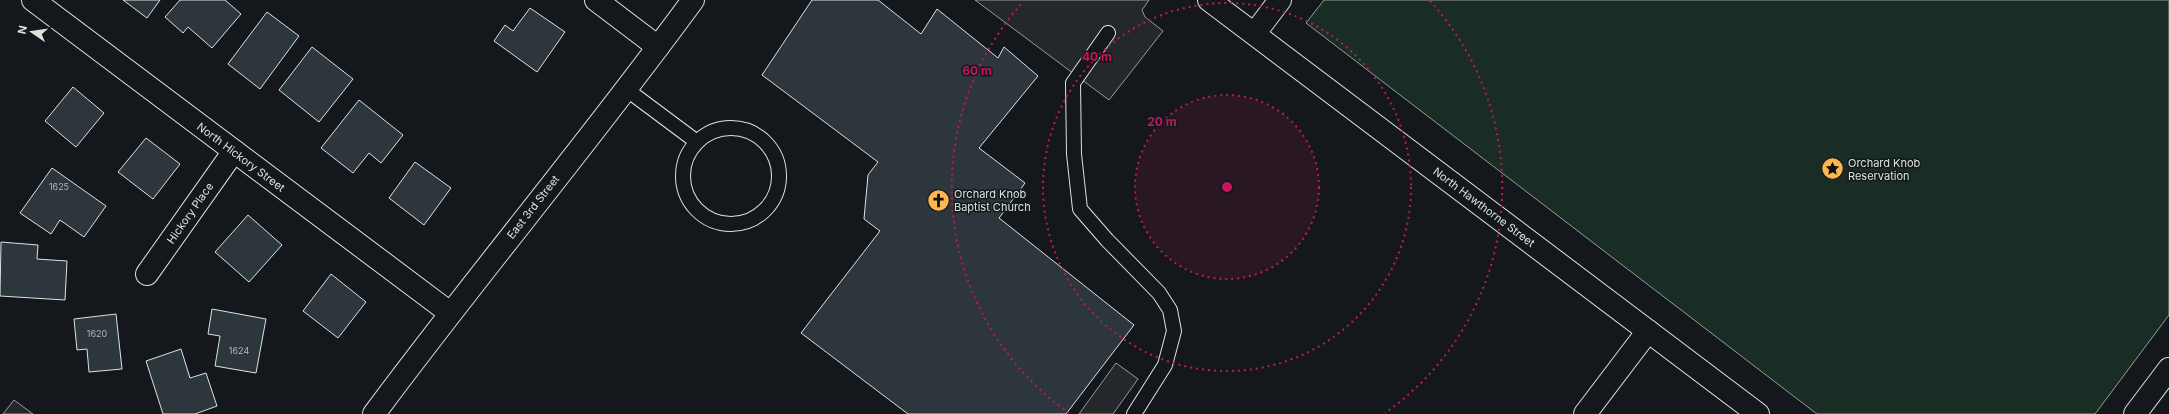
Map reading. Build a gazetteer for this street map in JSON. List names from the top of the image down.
{
  "streets": {
    "street": [
      "North Hickory Street",
      "East 3rd Street",
      "North Hawthorne Street",
      "Hickory Place"
    ]
  },
  "crossings": [
    ["North Hickory Street", "East 3rd Street"],
    ["North Hickory Street", "Hickory Place"]
  ],
  "places": {
    "place": ["Orchard Knob Reservation"],
    "church": ["Orchard Knob Baptist Church"]
  },
  "house_numbers": ["1625", "1620", "1624"],
  "north": "left",
  "rings": ["40 m", "60 m", "20 m"]
}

ASSIGNED TASK: Copy the records exactly, minus any pictures.

TASK ANSWER:
Map reading. Build a gazetteer for this street map in JSON. List names from the top of the image down.
{
  "streets": {
    "street": [
      "North Hickory Street",
      "East 3rd Street",
      "North Hawthorne Street",
      "Hickory Place"
    ]
  },
  "crossings": [
    ["North Hickory Street", "East 3rd Street"],
    ["North Hickory Street", "Hickory Place"]
  ],
  "places": {
    "place": ["Orchard Knob Reservation"],
    "church": ["Orchard Knob Baptist Church"]
  },
  "house_numbers": ["1625", "1620", "1624"],
  "north": "left",
  "rings": ["40 m", "60 m", "20 m"]
}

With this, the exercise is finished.